We will start getting more data before long from gravitational detectors. Virgo comes online soon, but LIGO is to be taken down for a while with updates. When fully functioning, and a couple others added in, we should start detecting maybe 10 a year, and after 10 years we'd have about 100 black hole (BH) mergers detected. And measured. The statistics as to whether there are enough mid sized (10-20 to 100 solar mass) BHs to make up dark matter will then be better known.
The other two confirmed detections of BHs at LIGO were smaller ones than the first, 8/14 solar masses for the second, and maybe twice that much for the third. Nothing bugger than the first BH merger detection.
There is a lot of mass to make up to have it make up the dark matter. About 5 times more than visible matter. With more statistics we'll see how likely the mid sized ones are.

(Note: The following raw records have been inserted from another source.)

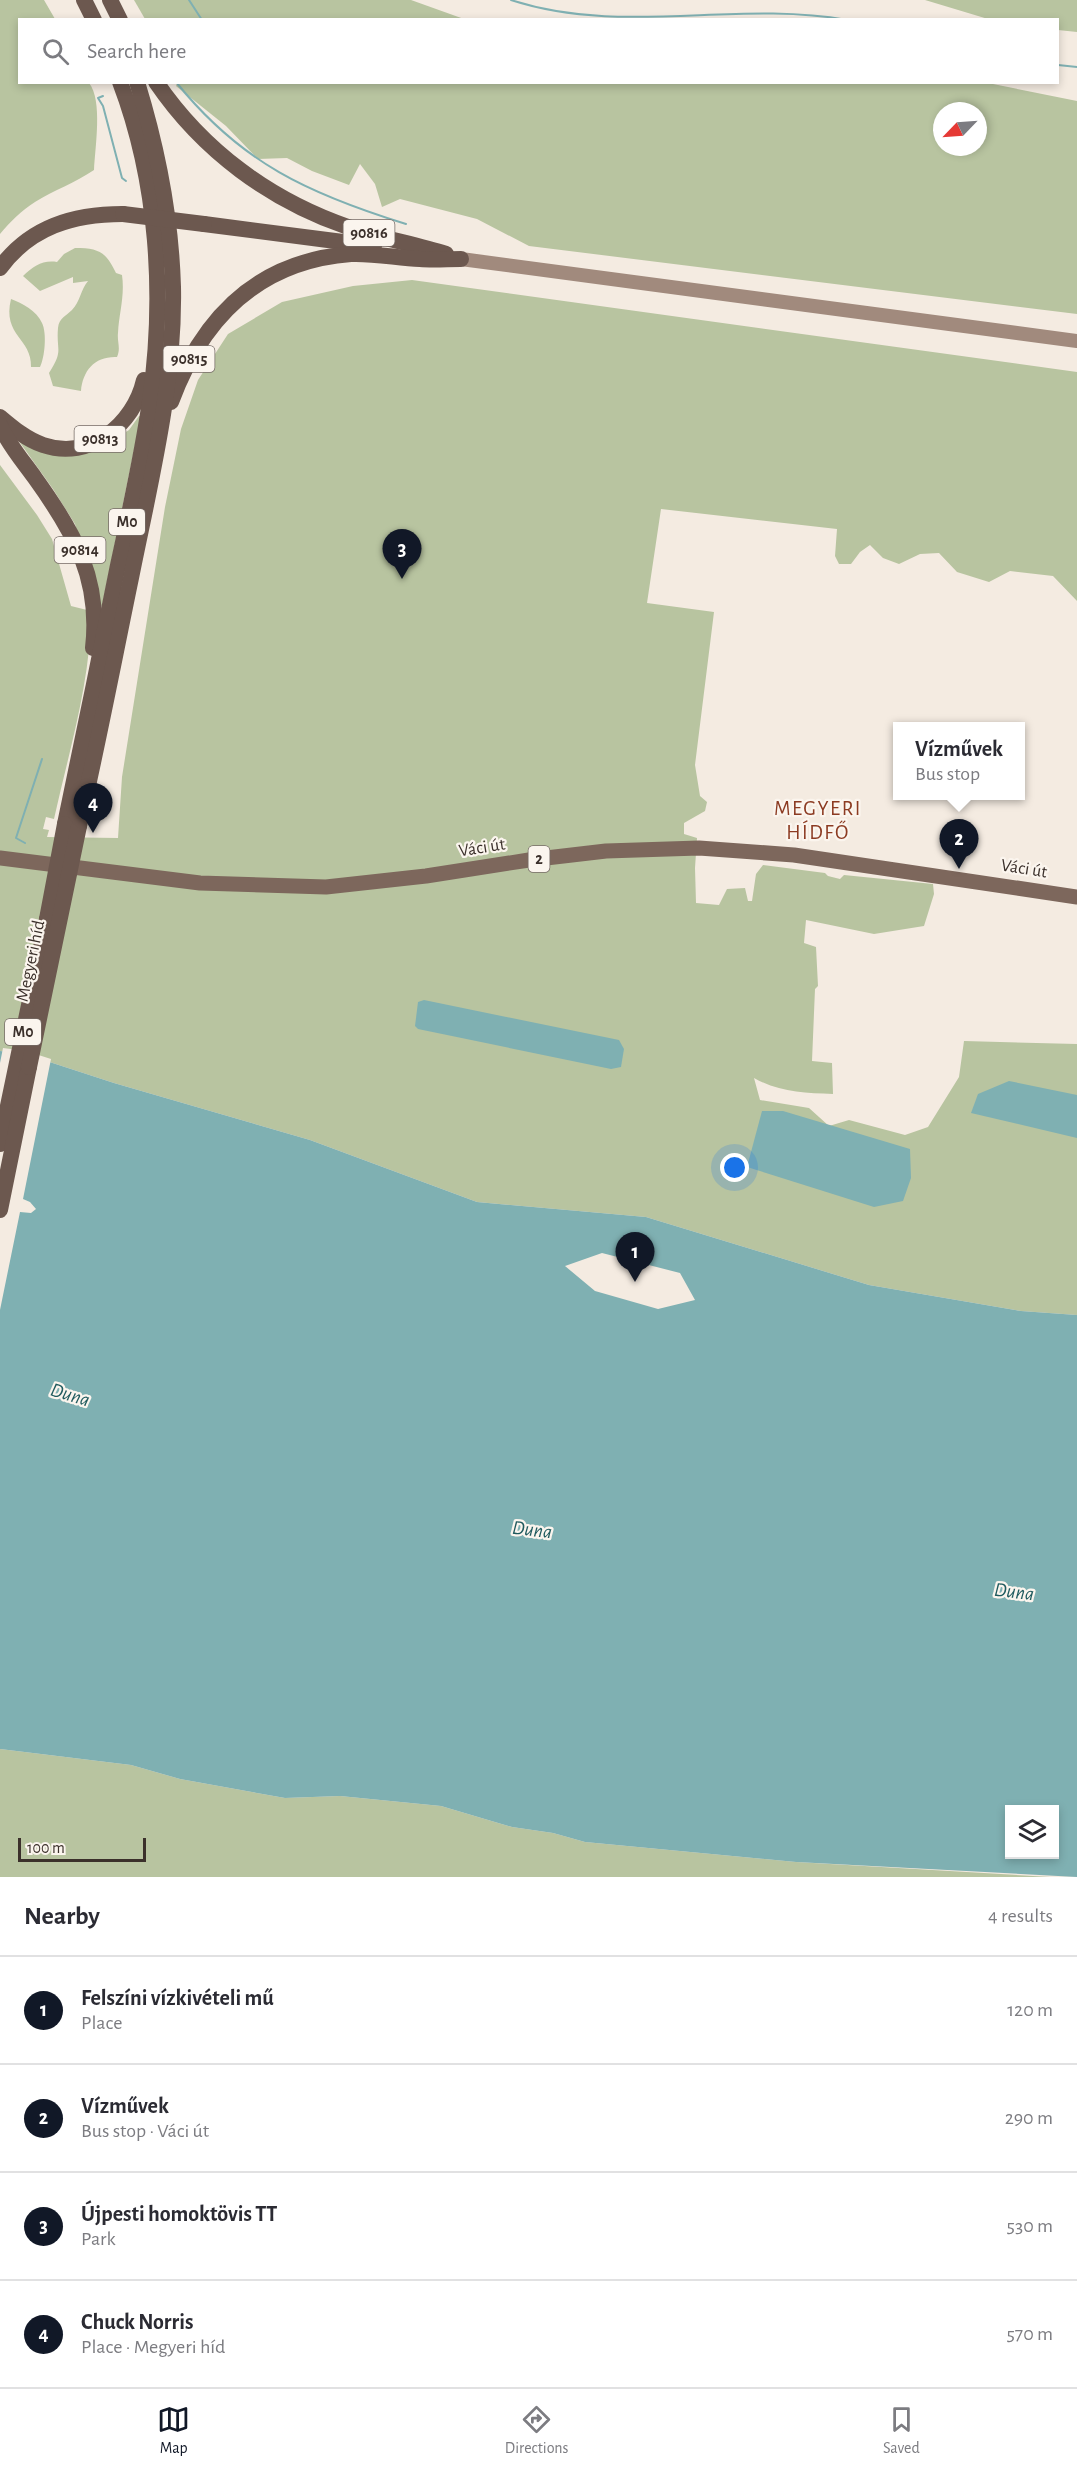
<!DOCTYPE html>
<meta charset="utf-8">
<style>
body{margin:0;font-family:"Alegreya Sans",sans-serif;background:#f7f7f7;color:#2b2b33}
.controls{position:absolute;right:18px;bottom:18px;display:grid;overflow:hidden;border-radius:0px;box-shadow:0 3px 9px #0003}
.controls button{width:54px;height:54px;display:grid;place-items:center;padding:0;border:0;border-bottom:2px solid #e1e1e2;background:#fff;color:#2b2b33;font:30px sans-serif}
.compass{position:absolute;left:933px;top:102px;width:54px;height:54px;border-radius:50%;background:#fff;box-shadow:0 3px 9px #0003;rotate:245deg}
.scale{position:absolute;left:18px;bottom:15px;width:128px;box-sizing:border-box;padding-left:6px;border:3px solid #3b302b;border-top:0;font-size:16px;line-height:21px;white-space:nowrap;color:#3b302b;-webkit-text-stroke:4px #fbf5ee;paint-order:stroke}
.you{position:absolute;left:735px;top:1168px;width:21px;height:21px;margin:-15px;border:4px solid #fff;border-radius:50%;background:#1a73e8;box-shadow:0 0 0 9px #1a73e833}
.badge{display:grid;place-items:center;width:39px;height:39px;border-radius:50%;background:#111827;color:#fff;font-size:20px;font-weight:700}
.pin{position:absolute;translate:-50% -50px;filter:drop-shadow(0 2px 3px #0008)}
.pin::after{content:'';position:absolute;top:32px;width:21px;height:18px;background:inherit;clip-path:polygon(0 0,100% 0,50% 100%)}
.popup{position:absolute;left:893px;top:722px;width:132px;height:78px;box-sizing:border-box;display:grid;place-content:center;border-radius:0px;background:#fff;filter:drop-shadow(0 2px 4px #0005);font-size:20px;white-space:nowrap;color:#7c7c81}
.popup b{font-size:22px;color:#2b2b33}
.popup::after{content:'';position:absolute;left:50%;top:100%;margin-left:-12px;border:12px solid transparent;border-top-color:#fff}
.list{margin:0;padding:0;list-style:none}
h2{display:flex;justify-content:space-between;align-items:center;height:78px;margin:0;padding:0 24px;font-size:26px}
h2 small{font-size:20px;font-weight:400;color:#7c7c81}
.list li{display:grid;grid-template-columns:39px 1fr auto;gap:18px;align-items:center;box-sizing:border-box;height:108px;padding:0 24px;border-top:2px solid #e1e1e2}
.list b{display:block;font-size:22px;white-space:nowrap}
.list p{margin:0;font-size:20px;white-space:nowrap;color:#7c7c81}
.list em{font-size:20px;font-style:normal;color:#7c7c81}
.icon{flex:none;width:33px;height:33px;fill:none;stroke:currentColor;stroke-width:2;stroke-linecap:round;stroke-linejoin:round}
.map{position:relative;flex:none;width:1077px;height:1877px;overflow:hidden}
.search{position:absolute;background:#fff;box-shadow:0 3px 9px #0003;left:18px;right:18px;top:18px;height:66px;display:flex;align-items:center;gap:15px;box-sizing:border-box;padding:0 21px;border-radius:0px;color:#7c7c81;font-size:22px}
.sheet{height:510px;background:#fff}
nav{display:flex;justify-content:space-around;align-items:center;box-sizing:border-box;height:84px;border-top:2px solid #e1e1e2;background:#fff;font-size:16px;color:#7c7c81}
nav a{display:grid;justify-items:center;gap:3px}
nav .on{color:#111827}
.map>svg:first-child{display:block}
.green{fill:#b8c4a0;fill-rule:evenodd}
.water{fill:#7fb0b2;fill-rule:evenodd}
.pier{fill:#f4ebe1}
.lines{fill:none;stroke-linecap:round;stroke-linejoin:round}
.stream{stroke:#7fb0b2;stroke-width:2}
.secondary{stroke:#a18a7d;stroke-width:14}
.primary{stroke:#7d675c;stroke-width:15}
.trunk{stroke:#6c584f;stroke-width:16}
.trunk-bridge{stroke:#6c584f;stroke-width:16}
.labels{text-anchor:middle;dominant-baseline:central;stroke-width:4.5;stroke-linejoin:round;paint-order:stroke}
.shield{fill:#fbf5ee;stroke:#756b66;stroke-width:1.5}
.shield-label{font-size:16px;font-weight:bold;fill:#3b302b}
.street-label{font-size:18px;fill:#3b302b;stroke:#fbf5ee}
.water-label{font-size:20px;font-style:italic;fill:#1f5a5e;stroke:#fbf5ee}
.quarter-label{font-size:21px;letter-spacing:1.5px;fill:#8c3b22;stroke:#fbf5ee}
</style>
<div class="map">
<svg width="1077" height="1877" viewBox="0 0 1077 1877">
<rect width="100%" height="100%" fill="#f4ebe1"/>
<g class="green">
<path d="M0,0H44L55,19L20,20V82L89,83C103,100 95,148 94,170C75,183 54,190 35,202C22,210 10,222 0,234Z"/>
<path d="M134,0H411L464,19H145Z"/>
<path d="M925,0H1077V32L1058,30V20L988,19Z"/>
<path d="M178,82H983L1077,101V314L529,246L477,219L400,199L382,207L375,184L360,164L349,185L312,171L287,158L258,159L226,126L176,86ZM942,111H978V147H942Z"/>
<path d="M75,248C99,248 106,252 116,273L122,275C125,296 119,313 118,333C117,342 121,348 117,357C95,356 83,370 81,391L53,386L49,373C64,350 56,351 58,328C59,318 66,316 72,310C80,302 81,289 88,281L73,283V277L40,291L23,276C34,266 42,260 57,262L64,254Z"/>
<path d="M412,280L1077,372V601L1053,576L1010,571L989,582L957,572L939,553L920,554L899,564L883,558L870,545L860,552L851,564H839L835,556L837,529L661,509L647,603L714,612L695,765L700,796L707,802L705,811L684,823V834L697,838L695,868L696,903L719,905L727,889L745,888L748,901H752L756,874L763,865L825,873L828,876L840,879L844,875L933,884L934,894L924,926L874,934L806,920L804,943L816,947L818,986L815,989L812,1061L832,1063L833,1094C804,1093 779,1092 754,1078L760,1100L809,1108L829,1126L849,1120L905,1135L928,1127L959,1077L964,1041L1077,1044V1315L1021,1311L869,1285L646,1217L477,1202L310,1140L114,1083L25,1054L0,1051V465L37,515L52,539L71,606L91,611C91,681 69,751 54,819L46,817L43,829L49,830L47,837L118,838L122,777L165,507L181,429L198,380L228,334L282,302L353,286Z"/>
<path d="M11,299C22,303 37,311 42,323C47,333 45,357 40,367H31C32,338 2,336 11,299Z"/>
<path d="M139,416H141L102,606L100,605L75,524L53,489L16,437L105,445L129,430Z"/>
<path d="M0,1749L131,1765L180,1779L285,1798L340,1796L441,1806L512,1827L553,1833L585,1842L796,1862L1050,1877H0Z"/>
</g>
<g class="water">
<path d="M424,1000L619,1040L624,1049L621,1067L611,1069L418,1029L415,1026L418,1002Z"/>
<path d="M0,1051L25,1054L114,1083L310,1140L477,1202L646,1217L869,1285L1021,1311L1077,1315V1877L796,1862L585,1842L553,1833L512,1827L441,1806L340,1796L285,1798L180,1779L131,1765L0,1749ZM602,1253L680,1273L695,1300L658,1309L595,1291L565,1266ZM1010,1810H1054V1854H1010Z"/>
<path d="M1009,1081L1077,1095V1138L971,1113L978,1094Z"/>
<path d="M762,1111H783L910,1149L911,1178L903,1201L874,1207L747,1167Z"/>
</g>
<path class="pier" d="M3,1048L26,1051L51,1059L23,1199L30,1202L36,1209L31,1213L20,1212L0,1310V1063Z"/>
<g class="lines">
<g class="stream">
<path d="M189,0L202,20"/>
<path d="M511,0C621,36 735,0 847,20"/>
<path d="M1058,65L1077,67"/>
<path d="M176,82C241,163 309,194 406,224"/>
<path d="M103,96L98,98L103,106L122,178L126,181"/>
<path d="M25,843L16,838L42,759"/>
</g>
<path class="secondary" d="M461,259L1077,341"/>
<path class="primary" d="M0,858L200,883L326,887L426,876L529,860L606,851L699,848L794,855L1077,897"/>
<g class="trunk">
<path d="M84,0L94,20"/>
<path d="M110,0L120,20"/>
<path d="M156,82C203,151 270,200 348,227C380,238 414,244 446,254"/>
<path d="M204,224L374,246"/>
<path d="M0,268C30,227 73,214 123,214"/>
<path d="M171,402C202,318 258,261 351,254C374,253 397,258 420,259C433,260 447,259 461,259"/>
<path d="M0,417C13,428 26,439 43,445C90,461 134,424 144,380"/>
<path d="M0,425C8,444 23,461 35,478C74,532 101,579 93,648"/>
<path d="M65,824C83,739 100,655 117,570C129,514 142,457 150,401C165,296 158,182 120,82"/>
<path d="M79,826C98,744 114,660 131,578C150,483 175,385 173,287C171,216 158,150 137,82"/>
<path d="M0,1144L47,919"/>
<path d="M0,1210L29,1067"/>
</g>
<g class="trunk-bridge">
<path d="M123,214L204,224"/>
<path d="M47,919L65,824"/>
<path d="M29,1067L79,826"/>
</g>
</g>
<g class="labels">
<g class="shield">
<rect x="343.5" y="220" width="51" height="26" rx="4.5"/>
<rect x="163.5" y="346" width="51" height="26" rx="4.5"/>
<rect x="74.5" y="426" width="51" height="26" rx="4.5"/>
<rect x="109" y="509" width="36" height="26" rx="4.5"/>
<rect x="54.5" y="537" width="51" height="26" rx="4.5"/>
<rect x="528.5" y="846" width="21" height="26" rx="4.5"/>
<rect x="5" y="1019" width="36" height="26" rx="4.5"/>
</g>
<g class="shield-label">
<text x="369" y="233">90816</text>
<text x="189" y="359">90815</text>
<text x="100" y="439">90813</text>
<text x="127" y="522">M0</text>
<text x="80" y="550">90814</text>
<text x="539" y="859">2</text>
<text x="23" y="1032">M0</text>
</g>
<g class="street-label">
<text transform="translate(482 848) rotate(-9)">Váci út</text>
<text transform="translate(1024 869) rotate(9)">Váci út</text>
<text transform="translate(31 961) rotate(-78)">Megyeri híd</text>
</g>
<g class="water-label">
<text transform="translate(70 1395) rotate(17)">Duna</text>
<text transform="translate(532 1530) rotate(7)">Duna</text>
<text transform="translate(1014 1592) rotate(7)">Duna</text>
</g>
<g class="quarter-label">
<text x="818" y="808">MEGYERI<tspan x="818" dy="24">HÍDFŐ</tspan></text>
</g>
</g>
</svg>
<div class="controls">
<button><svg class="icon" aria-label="layers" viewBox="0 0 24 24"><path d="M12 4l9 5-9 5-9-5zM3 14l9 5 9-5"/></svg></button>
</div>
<svg class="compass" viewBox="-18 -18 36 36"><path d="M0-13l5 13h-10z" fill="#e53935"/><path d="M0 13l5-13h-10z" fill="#7c7c81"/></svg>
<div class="scale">100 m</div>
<div class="you"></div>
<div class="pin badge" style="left:635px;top:1282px">1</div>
<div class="pin badge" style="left:959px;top:869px">2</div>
<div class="popup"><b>Vízművek</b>Bus stop</div>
<div class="pin badge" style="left:402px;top:579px">3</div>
<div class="pin badge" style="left:93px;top:833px">4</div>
<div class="search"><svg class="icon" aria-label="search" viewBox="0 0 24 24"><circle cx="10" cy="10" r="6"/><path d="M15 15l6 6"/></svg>Search here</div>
</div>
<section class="sheet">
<h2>Nearby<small>4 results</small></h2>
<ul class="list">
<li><span class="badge">1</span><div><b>Felszíni vízkivételi mű</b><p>Place</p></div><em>120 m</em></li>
<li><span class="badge">2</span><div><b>Vízművek</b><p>Bus stop · Váci út</p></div><em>290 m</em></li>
<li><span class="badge">3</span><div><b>Újpesti homoktövis TT</b><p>Park</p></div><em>530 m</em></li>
<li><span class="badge">4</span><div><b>Chuck Norris</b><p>Place · Megyeri híd</p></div><em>570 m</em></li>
</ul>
</section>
<nav>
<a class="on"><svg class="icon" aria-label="map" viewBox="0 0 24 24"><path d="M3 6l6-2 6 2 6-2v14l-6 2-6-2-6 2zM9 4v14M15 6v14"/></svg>Map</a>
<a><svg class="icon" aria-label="directions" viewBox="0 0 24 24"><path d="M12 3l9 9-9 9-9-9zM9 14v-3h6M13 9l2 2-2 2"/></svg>Directions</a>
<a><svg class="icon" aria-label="saved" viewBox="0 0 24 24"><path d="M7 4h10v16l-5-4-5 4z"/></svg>Saved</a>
</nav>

Also, with more interferometers well start to be able to locate the sources, much more than the quarter or so hemisphere estimates we have now. Whether that'll be enough to determine if they are in the halo of a galaxy, which is where they should be more likely, remains to be seen - I doubt it'd be that good. But we should be able to start correlating the locations with otherwise observed galaxies, and perhaps with $\gamma$ ray bursts, or X ray sources, and start tying some astrophysics to them.
What is not clear to me is if enough calculations/simulations have been done to estimate how many of these primordial BH there should be, and see some of them from microlensing.
Finally, at some point (doesn't look like anytime in the early 2020's, expensive) we'll have some space based gravitational interferometers to see gravitational waves for the first second of the universe, and see some remnants of their formation. Also we might detect their effect on the CMB.
Some of these astrophysical and gravitational wave observations should start pointing things one way or the next.
What is true is we might be able to determine the contributions of BHs to dark matter. But it is still too early to say if it looks positive or not. Before the discovery of the midsized BHs, MACHO parameter space had been cut back to not much on the possible sources of dark matter. But midsized BHs were not thought to be prevalent. So MACHOs have a new chance.